Supplied material Start Marker
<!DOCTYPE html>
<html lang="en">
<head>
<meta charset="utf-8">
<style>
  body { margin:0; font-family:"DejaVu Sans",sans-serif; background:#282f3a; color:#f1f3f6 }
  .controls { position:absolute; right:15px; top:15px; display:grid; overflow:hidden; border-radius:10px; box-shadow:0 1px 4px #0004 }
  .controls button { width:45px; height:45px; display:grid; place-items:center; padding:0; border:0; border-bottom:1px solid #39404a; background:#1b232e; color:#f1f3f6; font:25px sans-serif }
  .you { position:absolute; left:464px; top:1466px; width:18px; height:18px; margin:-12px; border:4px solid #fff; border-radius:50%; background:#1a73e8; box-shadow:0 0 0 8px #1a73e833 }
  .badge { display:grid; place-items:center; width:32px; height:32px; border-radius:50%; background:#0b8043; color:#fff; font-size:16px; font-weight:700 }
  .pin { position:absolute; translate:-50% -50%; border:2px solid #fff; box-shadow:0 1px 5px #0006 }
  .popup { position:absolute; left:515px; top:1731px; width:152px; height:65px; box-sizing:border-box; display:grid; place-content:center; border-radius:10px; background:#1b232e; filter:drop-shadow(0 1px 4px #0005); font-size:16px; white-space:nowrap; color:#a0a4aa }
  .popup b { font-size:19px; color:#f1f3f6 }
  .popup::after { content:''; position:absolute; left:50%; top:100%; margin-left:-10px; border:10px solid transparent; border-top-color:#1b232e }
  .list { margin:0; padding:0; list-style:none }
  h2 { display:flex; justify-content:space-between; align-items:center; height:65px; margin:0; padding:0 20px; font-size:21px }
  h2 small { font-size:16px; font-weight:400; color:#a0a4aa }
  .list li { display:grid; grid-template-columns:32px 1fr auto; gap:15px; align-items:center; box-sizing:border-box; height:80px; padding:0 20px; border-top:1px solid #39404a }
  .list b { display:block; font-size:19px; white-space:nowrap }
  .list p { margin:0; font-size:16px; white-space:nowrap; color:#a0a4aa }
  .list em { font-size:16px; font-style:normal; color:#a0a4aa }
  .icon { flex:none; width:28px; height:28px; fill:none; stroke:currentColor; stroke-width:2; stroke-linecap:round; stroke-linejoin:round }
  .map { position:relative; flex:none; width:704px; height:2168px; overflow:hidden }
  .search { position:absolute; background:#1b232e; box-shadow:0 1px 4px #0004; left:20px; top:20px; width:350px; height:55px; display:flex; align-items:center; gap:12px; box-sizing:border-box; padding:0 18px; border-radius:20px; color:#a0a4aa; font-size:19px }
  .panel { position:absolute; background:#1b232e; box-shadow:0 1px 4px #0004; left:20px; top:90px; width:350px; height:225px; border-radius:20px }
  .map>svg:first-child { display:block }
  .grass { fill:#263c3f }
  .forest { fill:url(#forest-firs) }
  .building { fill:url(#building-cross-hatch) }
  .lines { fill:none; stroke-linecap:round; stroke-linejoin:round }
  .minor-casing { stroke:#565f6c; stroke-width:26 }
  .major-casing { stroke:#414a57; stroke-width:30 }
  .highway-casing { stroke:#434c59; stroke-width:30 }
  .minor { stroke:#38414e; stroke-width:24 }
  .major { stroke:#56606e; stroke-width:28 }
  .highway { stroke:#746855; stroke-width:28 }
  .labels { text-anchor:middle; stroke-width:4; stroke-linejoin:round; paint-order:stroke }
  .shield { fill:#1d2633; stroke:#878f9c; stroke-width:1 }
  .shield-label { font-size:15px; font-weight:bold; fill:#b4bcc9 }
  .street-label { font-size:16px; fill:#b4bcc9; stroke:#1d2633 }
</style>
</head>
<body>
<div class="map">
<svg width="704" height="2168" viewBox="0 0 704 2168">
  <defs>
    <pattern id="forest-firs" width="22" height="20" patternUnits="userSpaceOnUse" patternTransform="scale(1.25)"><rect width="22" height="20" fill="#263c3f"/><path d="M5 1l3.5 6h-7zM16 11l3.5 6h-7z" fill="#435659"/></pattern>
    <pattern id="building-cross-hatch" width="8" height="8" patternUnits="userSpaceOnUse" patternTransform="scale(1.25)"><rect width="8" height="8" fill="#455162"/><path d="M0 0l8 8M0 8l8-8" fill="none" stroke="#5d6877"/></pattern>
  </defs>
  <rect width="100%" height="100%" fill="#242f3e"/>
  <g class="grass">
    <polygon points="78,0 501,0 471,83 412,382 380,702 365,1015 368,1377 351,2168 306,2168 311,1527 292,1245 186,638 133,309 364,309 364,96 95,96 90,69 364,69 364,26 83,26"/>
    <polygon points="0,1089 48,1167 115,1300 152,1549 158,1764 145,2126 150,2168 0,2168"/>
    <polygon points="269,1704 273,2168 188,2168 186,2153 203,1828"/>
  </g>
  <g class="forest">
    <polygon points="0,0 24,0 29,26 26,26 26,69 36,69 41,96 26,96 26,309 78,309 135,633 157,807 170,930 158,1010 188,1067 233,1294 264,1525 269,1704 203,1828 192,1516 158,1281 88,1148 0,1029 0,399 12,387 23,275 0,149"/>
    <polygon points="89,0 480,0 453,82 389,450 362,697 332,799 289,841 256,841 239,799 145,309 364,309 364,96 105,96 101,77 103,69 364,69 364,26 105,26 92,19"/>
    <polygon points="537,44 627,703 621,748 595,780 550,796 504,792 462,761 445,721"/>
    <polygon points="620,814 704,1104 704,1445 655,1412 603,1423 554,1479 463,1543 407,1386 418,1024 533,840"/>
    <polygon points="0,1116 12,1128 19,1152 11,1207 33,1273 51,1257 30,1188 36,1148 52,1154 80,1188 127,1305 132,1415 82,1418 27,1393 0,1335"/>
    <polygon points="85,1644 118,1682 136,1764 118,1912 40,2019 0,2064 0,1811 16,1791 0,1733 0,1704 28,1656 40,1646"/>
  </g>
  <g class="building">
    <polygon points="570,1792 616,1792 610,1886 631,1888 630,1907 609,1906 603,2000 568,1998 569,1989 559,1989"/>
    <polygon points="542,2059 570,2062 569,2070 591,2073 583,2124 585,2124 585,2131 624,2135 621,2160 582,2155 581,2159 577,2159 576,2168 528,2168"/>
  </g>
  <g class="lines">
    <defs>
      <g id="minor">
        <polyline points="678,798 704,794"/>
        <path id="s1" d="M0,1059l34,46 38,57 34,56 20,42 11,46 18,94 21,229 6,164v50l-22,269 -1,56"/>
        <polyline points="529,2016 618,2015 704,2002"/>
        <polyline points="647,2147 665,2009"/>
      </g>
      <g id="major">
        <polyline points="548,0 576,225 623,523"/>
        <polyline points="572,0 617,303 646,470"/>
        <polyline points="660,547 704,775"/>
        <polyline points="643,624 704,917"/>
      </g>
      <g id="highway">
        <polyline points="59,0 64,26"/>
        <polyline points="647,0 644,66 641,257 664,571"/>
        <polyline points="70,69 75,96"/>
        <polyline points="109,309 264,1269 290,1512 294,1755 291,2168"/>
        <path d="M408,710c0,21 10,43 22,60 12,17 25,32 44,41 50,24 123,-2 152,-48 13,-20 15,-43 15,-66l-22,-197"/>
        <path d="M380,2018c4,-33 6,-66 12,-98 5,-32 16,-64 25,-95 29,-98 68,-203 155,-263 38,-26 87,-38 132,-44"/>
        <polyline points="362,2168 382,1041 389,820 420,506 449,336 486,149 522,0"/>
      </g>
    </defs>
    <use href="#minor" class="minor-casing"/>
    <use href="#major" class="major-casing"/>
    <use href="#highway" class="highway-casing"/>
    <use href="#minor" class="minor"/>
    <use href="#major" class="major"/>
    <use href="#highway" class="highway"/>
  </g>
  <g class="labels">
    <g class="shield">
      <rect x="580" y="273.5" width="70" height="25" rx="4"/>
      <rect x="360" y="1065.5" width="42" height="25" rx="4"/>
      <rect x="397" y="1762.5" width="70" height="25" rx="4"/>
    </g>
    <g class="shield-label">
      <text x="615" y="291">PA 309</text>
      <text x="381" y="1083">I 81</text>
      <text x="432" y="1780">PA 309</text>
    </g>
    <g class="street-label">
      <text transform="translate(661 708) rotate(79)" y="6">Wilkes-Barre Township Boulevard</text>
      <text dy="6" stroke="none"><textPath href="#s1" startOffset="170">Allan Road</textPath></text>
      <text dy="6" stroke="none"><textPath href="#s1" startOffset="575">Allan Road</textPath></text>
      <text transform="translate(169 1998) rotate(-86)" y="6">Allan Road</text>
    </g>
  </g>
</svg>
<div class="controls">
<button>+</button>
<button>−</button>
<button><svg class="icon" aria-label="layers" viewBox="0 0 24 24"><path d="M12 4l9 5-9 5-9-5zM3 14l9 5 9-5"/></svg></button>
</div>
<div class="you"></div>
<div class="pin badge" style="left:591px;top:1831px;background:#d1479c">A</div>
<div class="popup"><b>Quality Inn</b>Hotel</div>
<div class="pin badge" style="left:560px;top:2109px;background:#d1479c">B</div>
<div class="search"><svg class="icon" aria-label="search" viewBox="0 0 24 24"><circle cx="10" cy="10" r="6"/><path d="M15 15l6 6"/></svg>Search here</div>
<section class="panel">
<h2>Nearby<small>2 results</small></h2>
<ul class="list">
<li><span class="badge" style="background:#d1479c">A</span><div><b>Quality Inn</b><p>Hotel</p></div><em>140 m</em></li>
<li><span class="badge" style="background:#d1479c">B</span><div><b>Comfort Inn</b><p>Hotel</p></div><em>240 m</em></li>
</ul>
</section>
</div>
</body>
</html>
Supplied material End Marker
Goal of the exercise >>
All lines above from the one with "width:45px; height:45px; display:grid;" to the one with "flex:none; width:28px; height:28px;", inclusive, should be copied exactly, and no other lines.

Worked solution >>
  .controls button { width:45px; height:45px; display:grid; place-items:center; padding:0; border:0; border-bottom:1px solid #39404a; background:#1b232e; color:#f1f3f6; font:25px sans-serif }
  .you { position:absolute; left:464px; top:1466px; width:18px; height:18px; margin:-12px; border:4px solid #fff; border-radius:50%; background:#1a73e8; box-shadow:0 0 0 8px #1a73e833 }
  .badge { display:grid; place-items:center; width:32px; height:32px; border-radius:50%; background:#0b8043; color:#fff; font-size:16px; font-weight:700 }
  .pin { position:absolute; translate:-50% -50%; border:2px solid #fff; box-shadow:0 1px 5px #0006 }
  .popup { position:absolute; left:515px; top:1731px; width:152px; height:65px; box-sizing:border-box; display:grid; place-content:center; border-radius:10px; background:#1b232e; filter:drop-shadow(0 1px 4px #0005); font-size:16px; white-space:nowrap; color:#a0a4aa }
  .popup b { font-size:19px; color:#f1f3f6 }
  .popup::after { content:''; position:absolute; left:50%; top:100%; margin-left:-10px; border:10px solid transparent; border-top-color:#1b232e }
  .list { margin:0; padding:0; list-style:none }
  h2 { display:flex; justify-content:space-between; align-items:center; height:65px; margin:0; padding:0 20px; font-size:21px }
  h2 small { font-size:16px; font-weight:400; color:#a0a4aa }
  .list li { display:grid; grid-template-columns:32px 1fr auto; gap:15px; align-items:center; box-sizing:border-box; height:80px; padding:0 20px; border-top:1px solid #39404a }
  .list b { display:block; font-size:19px; white-space:nowrap }
  .list p { margin:0; font-size:16px; white-space:nowrap; color:#a0a4aa }
  .list em { font-size:16px; font-style:normal; color:#a0a4aa }
  .icon { flex:none; width:28px; height:28px; fill:none; stroke:currentColor; stroke-width:2; stroke-linecap:round; stroke-linejoin:round }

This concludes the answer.